姉弟と今更

第181話「幼少の⑴」

 私は魔女の母を持ち、産まれました。インキュバスである父が正式に娶った妻との間の子供です。この髪色は母に似ました。私は山の麓にある大樹のうろへ作られた家で育てられました。そしてある日、街中へ出た時に出会ったのです。

「ダッド、やっと見つけた。マムに会いに来て。あなたを求めているわ」

「お前は誰だ」

 彼女はひどく傷ついて汚い格好ではありましたが、蜂蜜を垂らした瞳は美しく潤んでいました。それが姉です。私がイメージを送っていますから分かるでしょう? そう、痩せ細って暴行をされた痕が目立っている……。そんな少女でした。

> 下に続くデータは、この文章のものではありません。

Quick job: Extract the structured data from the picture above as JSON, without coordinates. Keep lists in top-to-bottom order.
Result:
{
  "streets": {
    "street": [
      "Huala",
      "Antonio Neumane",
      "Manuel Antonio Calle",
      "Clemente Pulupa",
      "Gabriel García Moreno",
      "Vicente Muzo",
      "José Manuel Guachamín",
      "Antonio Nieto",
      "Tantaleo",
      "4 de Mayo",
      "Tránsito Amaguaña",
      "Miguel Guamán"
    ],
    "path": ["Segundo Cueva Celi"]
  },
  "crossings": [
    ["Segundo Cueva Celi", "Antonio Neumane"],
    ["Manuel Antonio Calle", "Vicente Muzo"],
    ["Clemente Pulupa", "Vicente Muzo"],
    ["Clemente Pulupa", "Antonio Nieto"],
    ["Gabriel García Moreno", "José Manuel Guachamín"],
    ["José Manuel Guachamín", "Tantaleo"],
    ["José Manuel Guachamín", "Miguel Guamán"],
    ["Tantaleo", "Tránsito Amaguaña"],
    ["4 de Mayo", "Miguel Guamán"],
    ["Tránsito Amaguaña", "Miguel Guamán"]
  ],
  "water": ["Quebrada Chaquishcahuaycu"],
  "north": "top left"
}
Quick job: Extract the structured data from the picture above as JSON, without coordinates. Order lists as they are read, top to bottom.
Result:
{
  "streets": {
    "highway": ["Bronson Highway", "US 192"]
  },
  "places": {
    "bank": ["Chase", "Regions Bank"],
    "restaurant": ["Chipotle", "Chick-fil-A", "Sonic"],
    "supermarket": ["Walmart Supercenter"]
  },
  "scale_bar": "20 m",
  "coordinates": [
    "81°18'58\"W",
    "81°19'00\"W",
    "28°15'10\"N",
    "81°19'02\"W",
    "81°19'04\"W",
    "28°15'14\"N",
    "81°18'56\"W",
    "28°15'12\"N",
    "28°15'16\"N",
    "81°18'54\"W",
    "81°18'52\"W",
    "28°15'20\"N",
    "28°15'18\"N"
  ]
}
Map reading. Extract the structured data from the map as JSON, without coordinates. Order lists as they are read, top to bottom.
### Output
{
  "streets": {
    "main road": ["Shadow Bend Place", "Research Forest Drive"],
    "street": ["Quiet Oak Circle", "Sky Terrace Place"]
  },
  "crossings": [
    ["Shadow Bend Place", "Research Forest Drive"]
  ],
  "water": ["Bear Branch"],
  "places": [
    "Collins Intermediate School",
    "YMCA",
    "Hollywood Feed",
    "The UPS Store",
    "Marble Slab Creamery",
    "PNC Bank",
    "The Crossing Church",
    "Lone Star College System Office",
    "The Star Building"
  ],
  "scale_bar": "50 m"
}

「あなたが食事をしたとある貴族のご令嬢の娘よ。要は食べ残しに湧いたうじ虫ね、リリィって」

「フン。虫の出た食事に手をつける奴がどこにいる」

「残飯処理もできないの? 無能なダッド」

 リリィの母は淫魔に孕まされた子を下ろせと言われたのを拒み、それによって家を追い出され迫害されていました。今は路地裏などで寝起きしゴミを漁る生活だと告げる彼女に、私は自分の幸運を感じました。同時に腹違いの姉へ同情しました。思い返せばなんて浅はかな考えだったでしょうか。

「父上。行ってみてはいかがですか」

「必要ない。早く帰るぞ、ジャス」

「七番通りのカフェの隣に路地があるわ。そこに来て、マムに会ってよ。……あなたは心があるわよね、弟君?」

 リリィの口調には貴族らしい優美さがあり、堕落しても生き続ける強靭な精神力を思わせました。きっと身なりを整えてやれば美しいサキュバスになるだろうと。私は後日、母の衣装とメイク道具を持ってリリィへ会いに行きました。私はその時すでに、リリィの人心掌握術にかかっていたのでしょうね。

「いらっしゃい。来てくれると思ったわジャス。名前の由来は正義ジャスティス?」

「……いいえ。ジャスミンという花からです」

「リリィはそのままの意味、百合よ。お互いに花の名前だなんて運命みたい。やっぱり血は争えないものね」

 どこぞの花屋なんかを誑かして貰ってきたのか、白百合が横たわる人間の手に握られていました。骨と皮ばかりになって性別も分からないほどのその人の髪はビロードのように滑らかな金髪でした。ああ、これがリリィの母かと私はそこに跪いて手の甲へキスをしました。

「あなたは紳士ね。ありがとう」

「……もう」

「死んでるわ。今朝に」

 二人でこっそりと亡骸を運び、森の小川近くに埋めました。持ってきたもので着飾ってやり、私がメイクをすると確かに目鼻立ちの良さが分かるのです。リリィは泣きませんでした。私は必死にこぼれるのを堪えて、彼女へ土を被せました。